One confirmed strain is H5N2; the other is still undetermined

By Diego Flammini, Farms.com

The Missouri Department of Agriculture confirmed the presence of avian influenza at a turkey facility in the state’s Moniteau County that houses about 21,000 turkeys – making it the second case of bird flu in only a few days.

On March 8, a facility in Jasper County that holds around 30,000 turkeys was confirmed with the H5N2 strand of bird flu – a first for the state according to the USDA’s National Veterinary Services Lab. The Moniteau County facility is still undergoing tests to determine which strain it is.

The facilities have been immediately quarantined and remaining turkeys will be discarded and won’t be allowed to enter the food chain. Other surveillance and testing measures are also being implemented.

The Missouri Department of Health and Senior Services is also reaching out to any workers who may have been exposed to the virus. So far it is not a public health concern.

The H5N2 virus confirmed at the Jasper County facility is the same that had been found in Washington, Oregon, Idaho and Minnesota.

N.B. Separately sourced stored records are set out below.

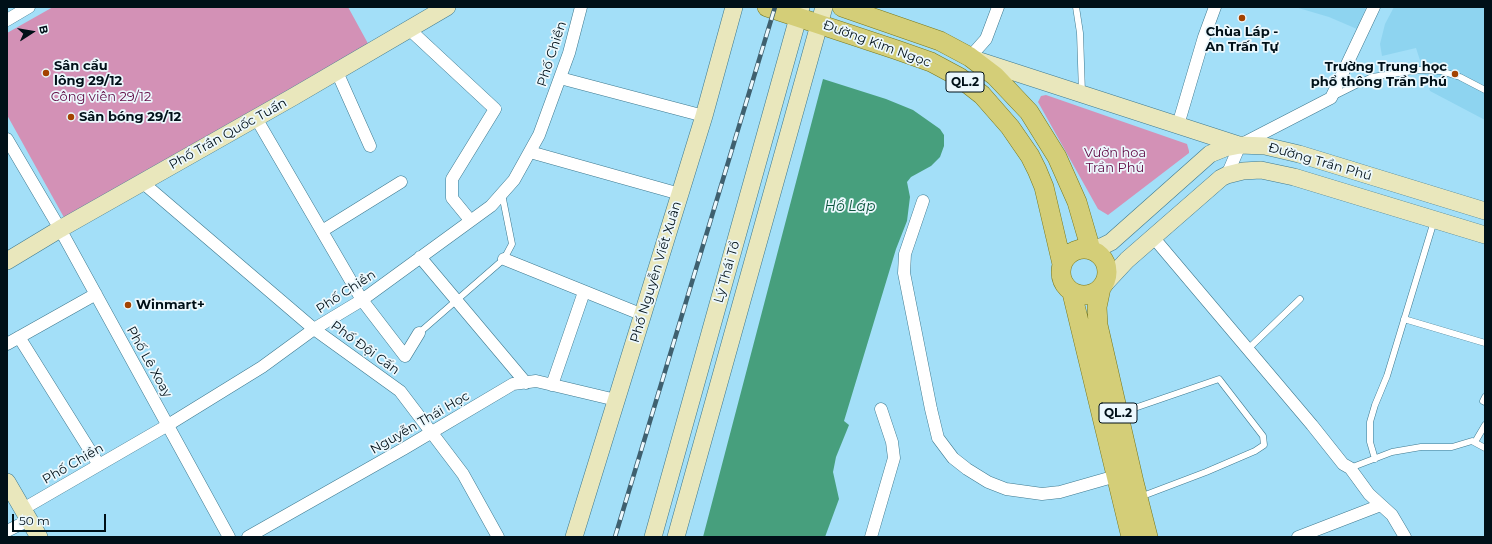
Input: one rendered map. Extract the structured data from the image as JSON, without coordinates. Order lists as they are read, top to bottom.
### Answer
{
  "streets": {
    "main road": [
      "Đường Kim Ngọc",
      "QL.2",
      "Phố Trần Quốc Tuấn",
      "Đường Trần Phú",
      "Phố Nguyễn Viết Xuân",
      "Lý Thái Tổ"
    ],
    "street": [
      "Phố Chiền",
      "Phố Đội Cấn",
      "Phố Lê Xoay",
      "Nguyễn Thái Học"
    ]
  },
  "crossings": [
    ["Đường Kim Ngọc", "QL.2"],
    ["Đường Kim Ngọc", "Đường Trần Phú"],
    ["Đường Kim Ngọc", "Lý Thái Tổ"],
    ["Phố Chiền", "Phố Đội Cấn"],
    ["Phố Chiền", "Phố Lê Xoay"],
    ["QL.2", "Đường Trần Phú"],
    ["Phố Trần Quốc Tuấn", "Phố Đội Cấn"],
    ["Phố Trần Quốc Tuấn", "Phố Lê Xoay"],
    ["Phố Nguyễn Viết Xuân", "Nguyễn Thái Học"],
    ["Phố Đội Cấn", "Nguyễn Thái Học"]
  ],
  "water": ["Hồ Láp"],
  "parks": ["Công viên 29/12", "Vườn hoa Trần Phú"],
  "places": [
    "Chùa Láp - An Trấn Tự",
    "Sân cầu lông 29/12",
    "Trường Trung học phổ thông Trần Phú",
    "Sân bóng 29/12",
    "Winmart+"
  ],
  "scale_bar": "50 m",
  "north": "right"
}
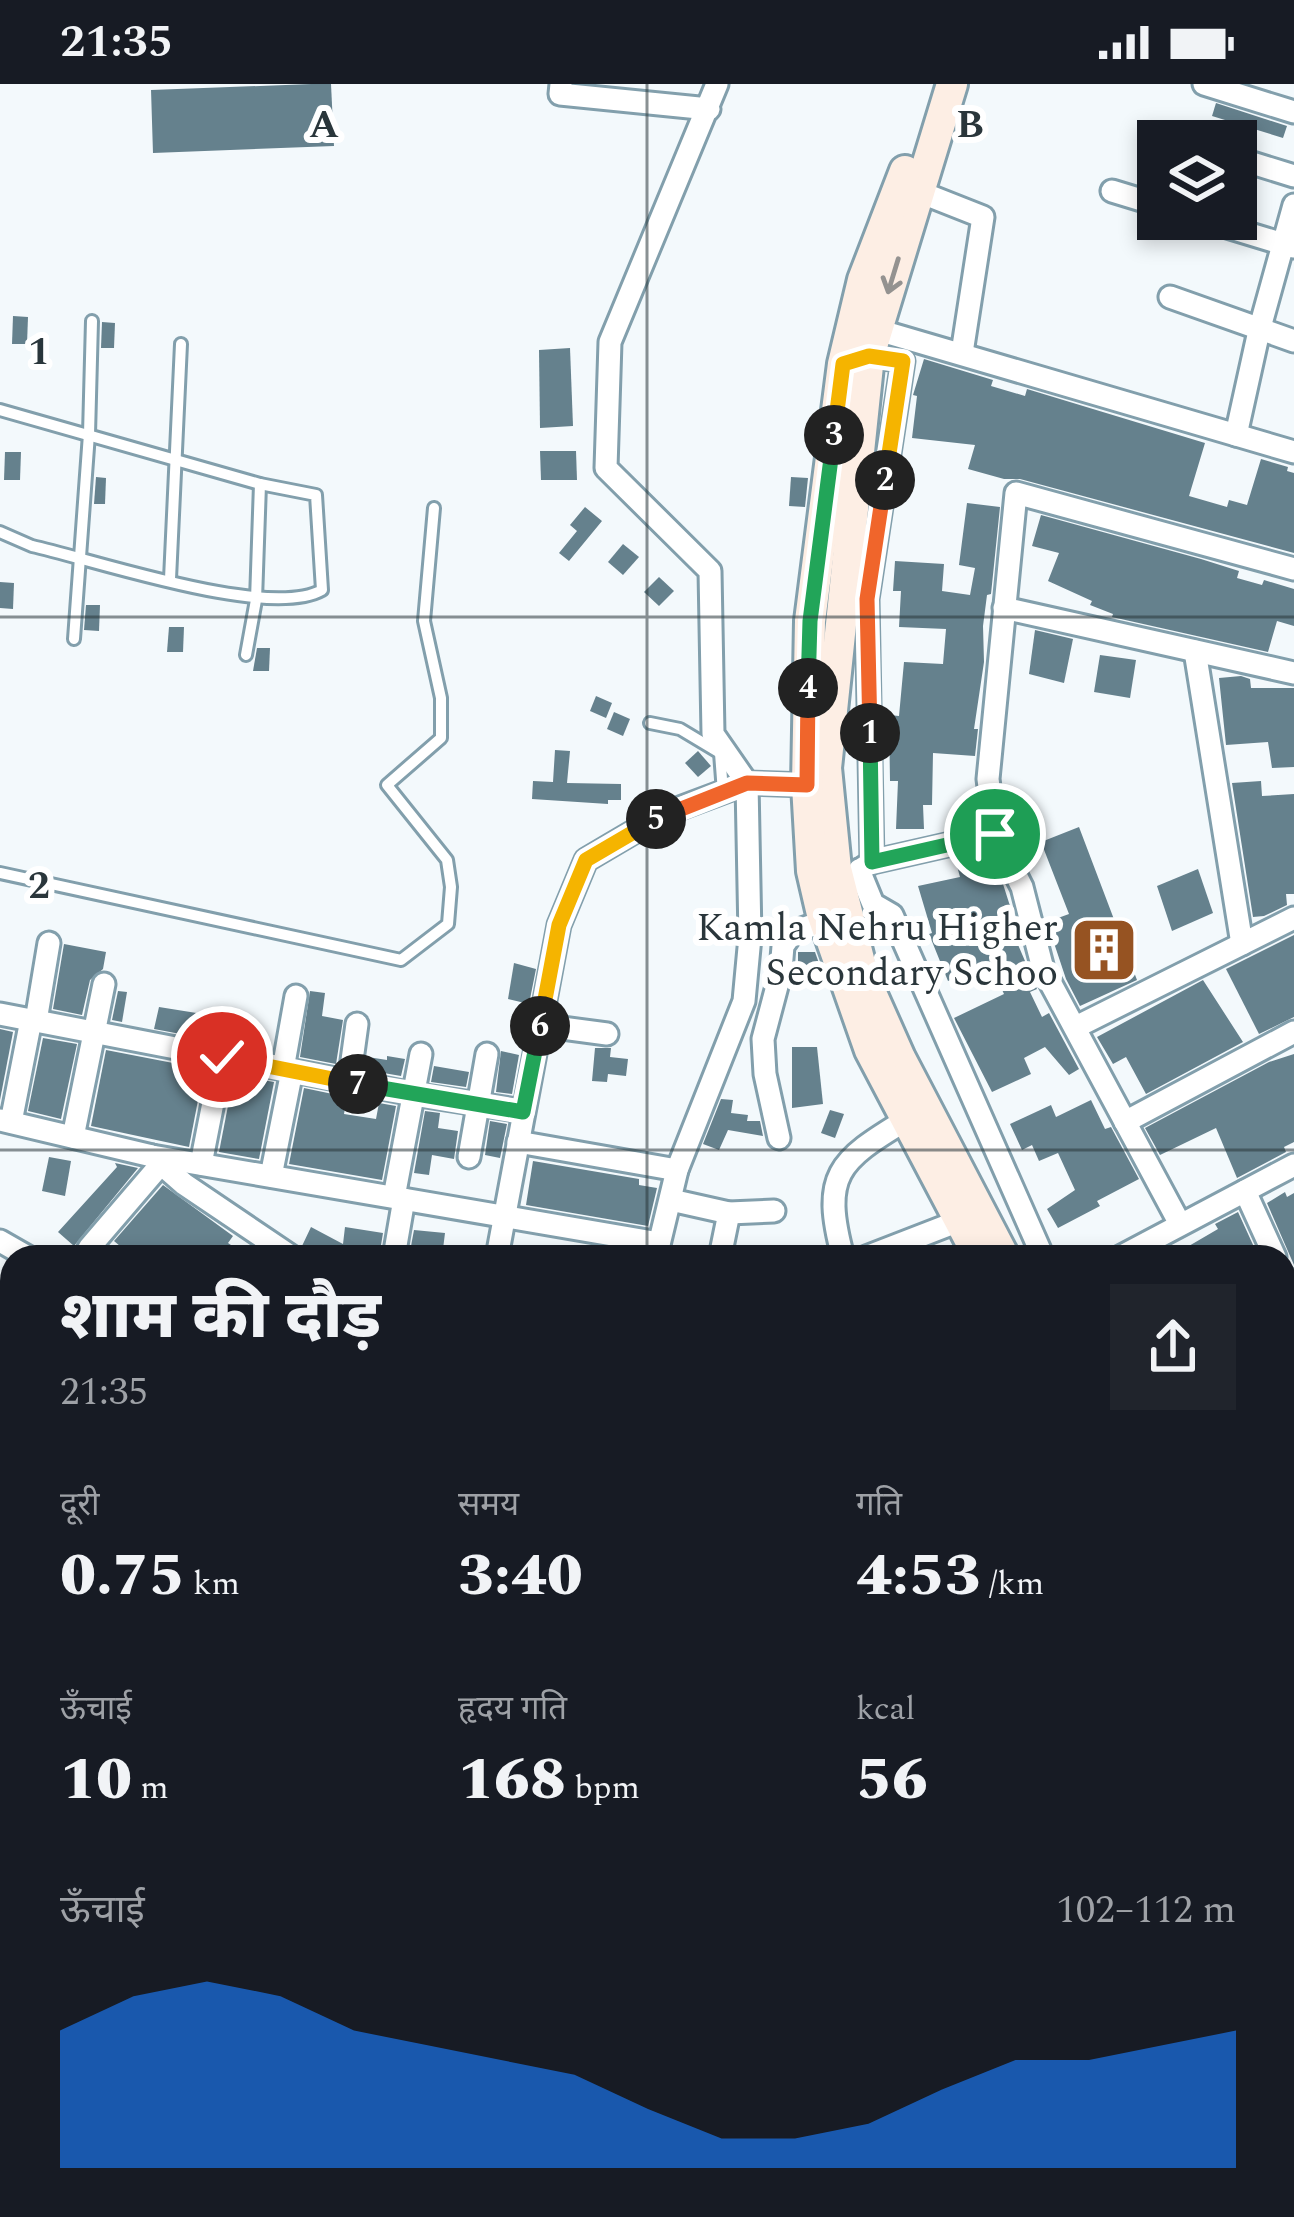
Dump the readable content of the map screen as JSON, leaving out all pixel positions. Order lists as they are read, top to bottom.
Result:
{
  "places": {
    "building": ["Kamla Nehru Higher Secondary Schoo"]
  },
  "page": {
    "status": "21:35",
    "pins": [
      "3",
      "2",
      "4",
      "1",
      "5",
      "6",
      "7"
    ],
    "heading": ["शाम की दौड़", "21:35"],
    "stats": [
      ["दूरी", "0.75 km"],
      ["समय", "3:40"],
      ["गति", "4:53 /km"],
      ["ऊँचाई", "10 m"],
      ["हृदय गति", "168 bpm"],
      ["kcal", "56"]
    ],
    "chart": ["ऊँचाई", "102–112 m"]
  },
  "grid": {
    "columns": ["A", "B"],
    "rows": ["1", "2"]
  }
}
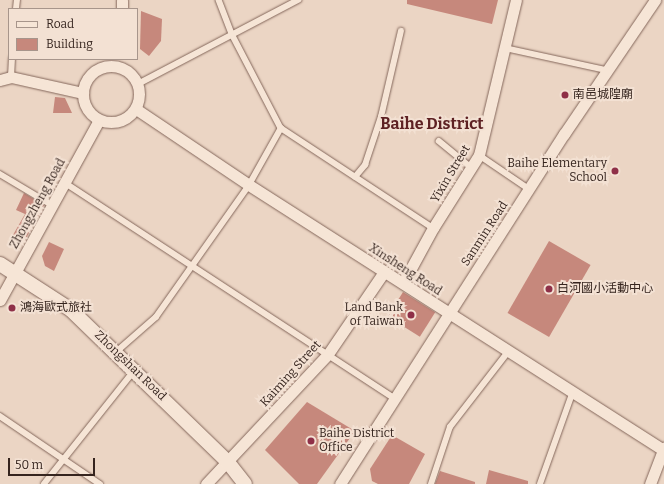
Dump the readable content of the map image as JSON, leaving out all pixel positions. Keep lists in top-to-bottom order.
{
  "streets": {
    "street": [
      "Yixin Street",
      "Zhongzheng Road",
      "Sanmin Road",
      "Xinsheng Road",
      "Zhongshan Road",
      "Kaiming Street"
    ]
  },
  "crossings": [
    ["Yixin Street", "Xinsheng Road"],
    ["Zhongzheng Road", "Xinsheng Road"],
    ["Zhongzheng Road", "Zhongshan Road"],
    ["Sanmin Road", "Xinsheng Road"],
    ["Xinsheng Road", "Kaiming Street"],
    ["Zhongshan Road", "Kaiming Street"]
  ],
  "districts": ["Baihe District"],
  "places": [
    "南邑城隍廟",
    "Baihe Elementary School",
    "白河國小活動中心",
    "鴻海歐式旅社",
    "Land Bank of Taiwan",
    "Baihe District Office"
  ],
  "legend": ["Road", "Building"],
  "scale_bar": "50 m"
}
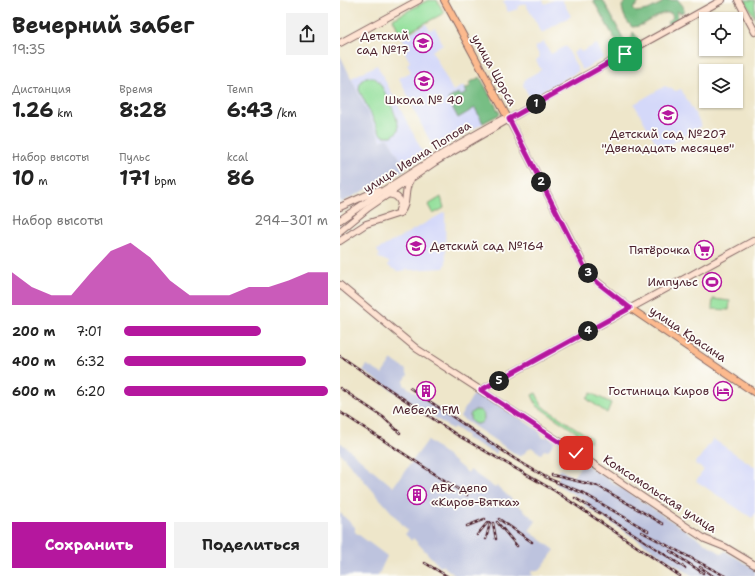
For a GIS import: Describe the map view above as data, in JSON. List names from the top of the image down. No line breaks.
{"streets":{"main road":["улица Щорса","улица Ивана Попова","улица Красина","Комсомольская улица"]},"crossings":[["улица Щорса","улица Ивана Попова"],["улица Щорса","улица Красина"]],"places":{"school or university":["Детский сад №17","Школа № 40","Детский сад №207 \"Двенадцать месяцев\"","Детский сад №164"],"supermarket":["Пятёрочка"],"sports":["Импульс"],"building":["Мебель FM","АБК депо «Киров-Вятка»"],"hotel":["Гостиница Киров"]},"page":{"heading":["Вечерний забег","19:35"],"stats":[["Дистанция","1.26 km"],["Время","8:28"],["Темп","6:43 /km"],["Набор высоты","10 m"],["Пульс","171 bpm"],["kcal","86"]],"pins":["1","2","3","4","5"],"chart":["Набор высоты","294–301 m"],"list":[{"name":"200 m","note":"7:01"},{"name":"400 m","note":"6:32"},{"name":"600 m","note":"6:20"}],"buttons":["Сохранить","Поделиться"]}}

Farms in Canada dealt with the H5N2 virus in December 2014, including multiple farms in British Columbia’s Fraser Valley.

As a result, over 140,000 birds were euthanized and forced the United States, South Korea, Japan, Taiwan, South Africa, Mexico, and China to ban B.C. poultry and in some cases, any poultry coming from Canada.

Does the confirmation of avian flu in Missouri impact you in any way? Join the discussion and tell us how.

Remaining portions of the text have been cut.